EXERCISE AIM: Print the records below exactly, omitting all pictures.

+++ AVAILABLE DATA

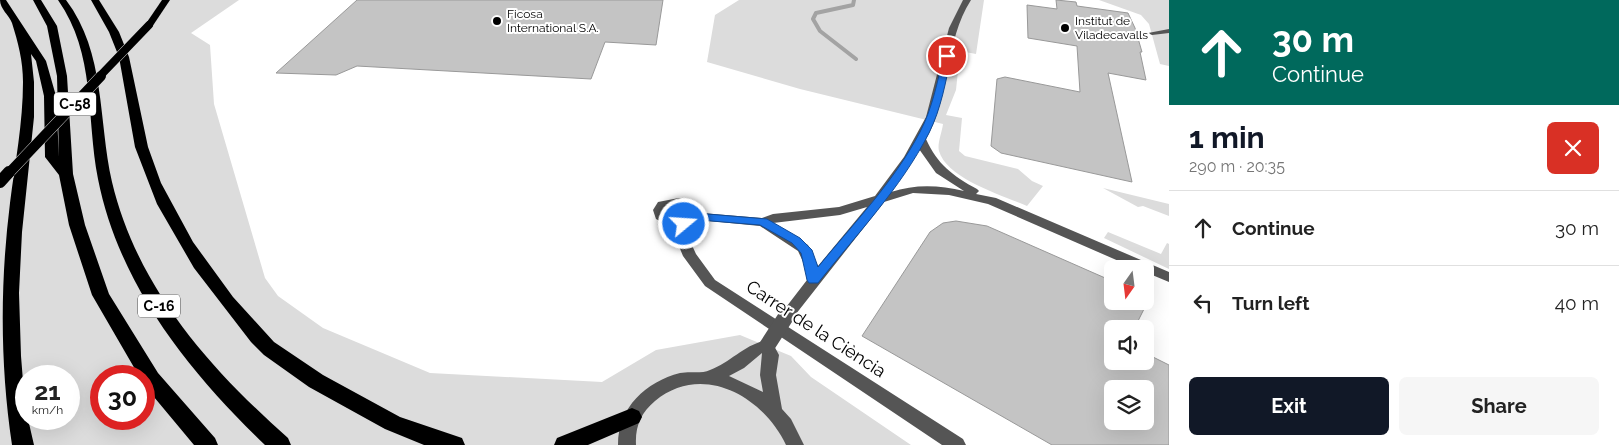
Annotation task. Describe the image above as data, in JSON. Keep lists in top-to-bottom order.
{
  "streets": {
    "highway": ["C-16"],
    "main road": ["C-58"],
    "street": ["Carrer de la Ciència"]
  },
  "places": ["Ficosa International S.A.", "Institut de Viladecavalls"],
  "north": "bottom",
  "page": {
    "turn": ["30 m", "Continue"],
    "heading": ["1 min", "290 m · 20:35"],
    "list": [
      {
        "name": "Continue",
        "value": "30 m"
      },
      {
        "name": "Turn left",
        "value": "40 m"
      }
    ],
    "speed": "21 km/h",
    "limit": "30",
    "buttons": ["Exit", "Share"]
  }
}
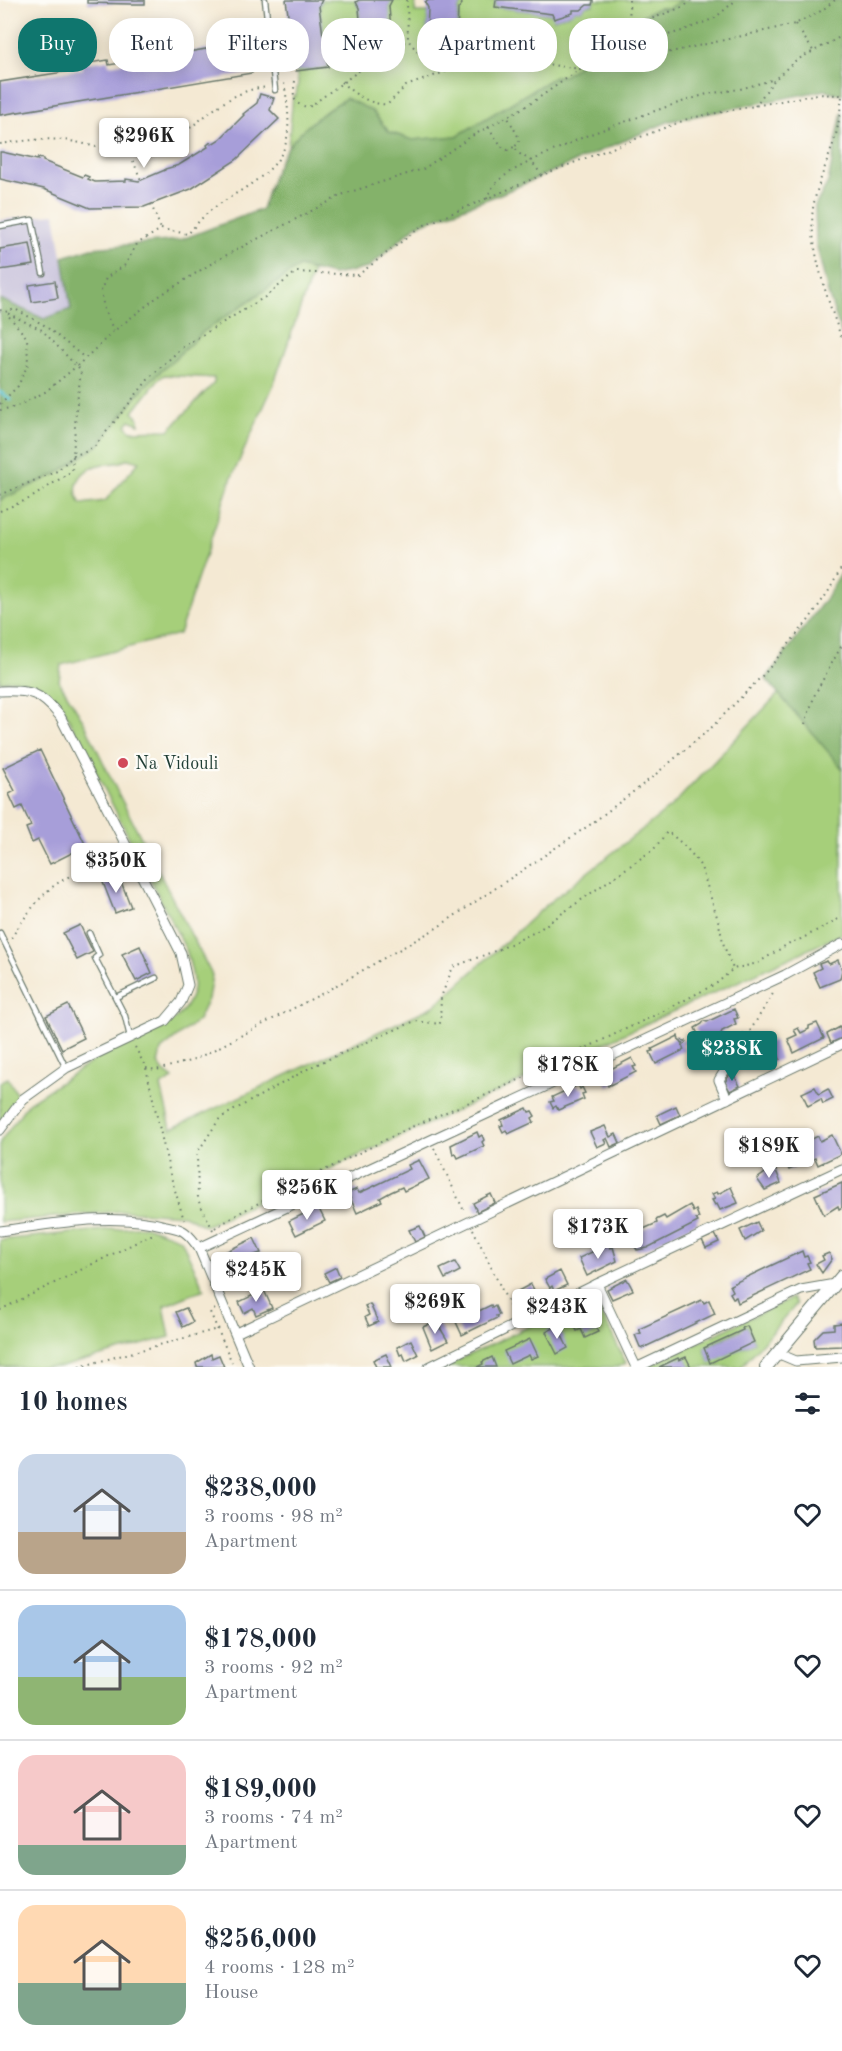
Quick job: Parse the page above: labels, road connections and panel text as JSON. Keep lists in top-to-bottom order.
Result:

++++++

ANSWER FOR THE TASK:
Annotation task. Describe the image above as data, in JSON. Keep lists in top-to-bottom order.
{
  "streets": {
    "highway": ["C-16"],
    "main road": ["C-58"],
    "street": ["Carrer de la Ciència"]
  },
  "places": ["Ficosa International S.A.", "Institut de Viladecavalls"],
  "north": "bottom",
  "page": {
    "turn": ["30 m", "Continue"],
    "heading": ["1 min", "290 m · 20:35"],
    "list": [
      {
        "name": "Continue",
        "value": "30 m"
      },
      {
        "name": "Turn left",
        "value": "40 m"
      }
    ],
    "speed": "21 km/h",
    "limit": "30",
    "buttons": ["Exit", "Share"]
  }
}
Quick job: Parse the page above: labels, road connections and panel text as JSON. Keep lists in top-to-bottom order.
Result:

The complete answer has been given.